ヒュースト、ジョイザ、ソーラ――そして、ユオンだ。
ユオンはボウシを目深に被り、その白い髪を隠していた。その少し後ろに――控えるようにジョイザが立ち、ソーラはシェチルナの下に一足早く歩み寄る。
フィルも木から背を離し、シェチルナたちに近づいた。
「ココでいいの?」
「いちいち通信するのも面倒だよ」
ユオンはシェチルナに肩をすくめ、フィルに視線を向けてきた。
「シェナの試作品はどうだった?」
「ああ。悪くない」
以前のものより、使い心地はだいぶいい。
力加減は出来ないだろうが、その必要はないだろう。
ただ、相手を潰すだけなのだから。
「乗り移るのは、それで頼むよ。ジョーが渡せるけど、君は独断で動いた方がいいから」
「ああ。分かっている」
いきなりの集団戦で、しかも仲間でもなく、互いの実力を知っているわけでもないのだ。なら、あえて組み込むよりは、警備部が合わせて動いた方がマシと言う事だろう。

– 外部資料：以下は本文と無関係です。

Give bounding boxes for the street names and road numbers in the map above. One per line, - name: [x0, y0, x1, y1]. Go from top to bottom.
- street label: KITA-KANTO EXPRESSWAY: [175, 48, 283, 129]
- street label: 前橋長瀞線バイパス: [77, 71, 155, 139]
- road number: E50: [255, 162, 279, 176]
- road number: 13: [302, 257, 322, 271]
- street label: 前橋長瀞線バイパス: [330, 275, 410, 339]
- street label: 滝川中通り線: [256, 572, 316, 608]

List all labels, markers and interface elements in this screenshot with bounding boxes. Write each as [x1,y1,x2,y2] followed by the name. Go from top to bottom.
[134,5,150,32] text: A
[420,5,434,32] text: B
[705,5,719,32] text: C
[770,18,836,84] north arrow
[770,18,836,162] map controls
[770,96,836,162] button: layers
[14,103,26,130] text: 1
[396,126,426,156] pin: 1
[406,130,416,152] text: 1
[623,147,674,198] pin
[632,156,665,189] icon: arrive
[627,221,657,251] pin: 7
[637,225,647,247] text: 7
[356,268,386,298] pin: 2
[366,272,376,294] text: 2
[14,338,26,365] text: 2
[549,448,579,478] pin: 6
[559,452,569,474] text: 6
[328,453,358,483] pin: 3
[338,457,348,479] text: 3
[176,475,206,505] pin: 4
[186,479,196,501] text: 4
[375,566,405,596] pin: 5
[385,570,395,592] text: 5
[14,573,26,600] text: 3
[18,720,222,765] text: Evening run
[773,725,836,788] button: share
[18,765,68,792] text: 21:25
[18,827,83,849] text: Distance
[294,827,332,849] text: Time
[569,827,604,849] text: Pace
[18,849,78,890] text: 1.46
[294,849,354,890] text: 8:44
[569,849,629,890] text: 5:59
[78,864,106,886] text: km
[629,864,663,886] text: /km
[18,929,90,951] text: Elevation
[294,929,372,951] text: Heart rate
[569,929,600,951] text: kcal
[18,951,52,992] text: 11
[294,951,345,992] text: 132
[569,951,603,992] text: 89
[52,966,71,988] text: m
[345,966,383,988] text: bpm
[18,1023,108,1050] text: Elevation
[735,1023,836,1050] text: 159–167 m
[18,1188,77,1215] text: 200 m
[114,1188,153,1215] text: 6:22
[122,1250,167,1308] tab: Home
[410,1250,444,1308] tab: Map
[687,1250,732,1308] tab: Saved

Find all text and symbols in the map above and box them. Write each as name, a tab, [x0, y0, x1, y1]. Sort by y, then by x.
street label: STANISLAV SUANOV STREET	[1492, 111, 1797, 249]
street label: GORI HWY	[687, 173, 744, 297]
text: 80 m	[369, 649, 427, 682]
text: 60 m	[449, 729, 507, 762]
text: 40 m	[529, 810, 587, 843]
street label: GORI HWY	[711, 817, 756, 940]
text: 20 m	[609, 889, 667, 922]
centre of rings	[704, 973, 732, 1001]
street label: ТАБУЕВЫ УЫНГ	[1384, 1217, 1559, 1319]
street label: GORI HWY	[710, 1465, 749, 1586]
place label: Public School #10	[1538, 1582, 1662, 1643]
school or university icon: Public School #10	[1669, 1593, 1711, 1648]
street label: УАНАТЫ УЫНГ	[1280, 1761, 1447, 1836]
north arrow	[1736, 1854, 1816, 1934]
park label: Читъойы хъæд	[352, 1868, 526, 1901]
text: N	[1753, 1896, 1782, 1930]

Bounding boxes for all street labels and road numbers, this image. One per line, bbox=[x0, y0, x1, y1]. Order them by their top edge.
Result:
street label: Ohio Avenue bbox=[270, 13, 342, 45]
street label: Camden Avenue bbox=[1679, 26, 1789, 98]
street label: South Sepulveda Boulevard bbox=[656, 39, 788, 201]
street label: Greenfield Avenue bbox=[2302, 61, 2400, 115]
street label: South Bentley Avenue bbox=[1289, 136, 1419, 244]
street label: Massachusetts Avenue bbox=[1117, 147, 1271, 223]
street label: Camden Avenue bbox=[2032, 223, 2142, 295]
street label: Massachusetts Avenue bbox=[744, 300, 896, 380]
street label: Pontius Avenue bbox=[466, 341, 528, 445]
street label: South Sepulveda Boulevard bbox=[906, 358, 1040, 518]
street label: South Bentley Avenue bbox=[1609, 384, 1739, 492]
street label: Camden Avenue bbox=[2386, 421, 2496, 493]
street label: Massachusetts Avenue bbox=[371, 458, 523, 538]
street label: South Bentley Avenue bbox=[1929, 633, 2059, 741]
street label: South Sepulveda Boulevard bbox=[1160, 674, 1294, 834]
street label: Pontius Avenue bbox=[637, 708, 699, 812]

何より、フィルが理性を保ち続けられるわけがないと言っているようなものだったが、事実だったので異論はなかった。
「先行してくれればいい。後を追いかけながら、メンバーに私が指示を出す。ただし、〝核〟に辿り着くまでは、慎重に行くことは肝に命じておけ」
ヒューストに、フィルは頷いた。
「あとどれぐらい?」
「十分少し……そろそろ、視えるはずだ」
ヒューストはシェチルナに答え、ユオンに視線を向けた。
ユオンは軽く頷くと、
「ソーラ」
何故か、ソーラの名を呼んだ。
フィルは、そちらに振り返りかけ――
―――ぞくっ、
と。足元で〝何か〟が蠢いた。
(なっ……?)
さっと地面に視線を落とし、身構えて手が動く。
「大丈夫よ」
ただ、糸を放つ前に笑いを含んだシェチルナの声が聞こえ、ぴくり、と指先を動かして、寸前で手を止めた。
「………」
訝しげな視線をシェチルナに向けると、目線で〝壁〟の方を指される。
振り返れば、〝壁〟の一部が震えており――次の瞬間、すとん、と落とし穴に落ちるように地面の中に消えた。
「!」
まるで、元々、そこだけが四角く区切られていたように出来た穴に、フィルは目を見開く。
(これが、ソーラの〝力〟か……?)
一見、【
【
(あの感覚……〝何か〟が息づいているような感じは、一体……?)
今までにない〝力〟にフィルが考え込んでいるうちに、スタスタ、とユオンはそこを通り抜け、〝壁〟の向こうへ姿を消した。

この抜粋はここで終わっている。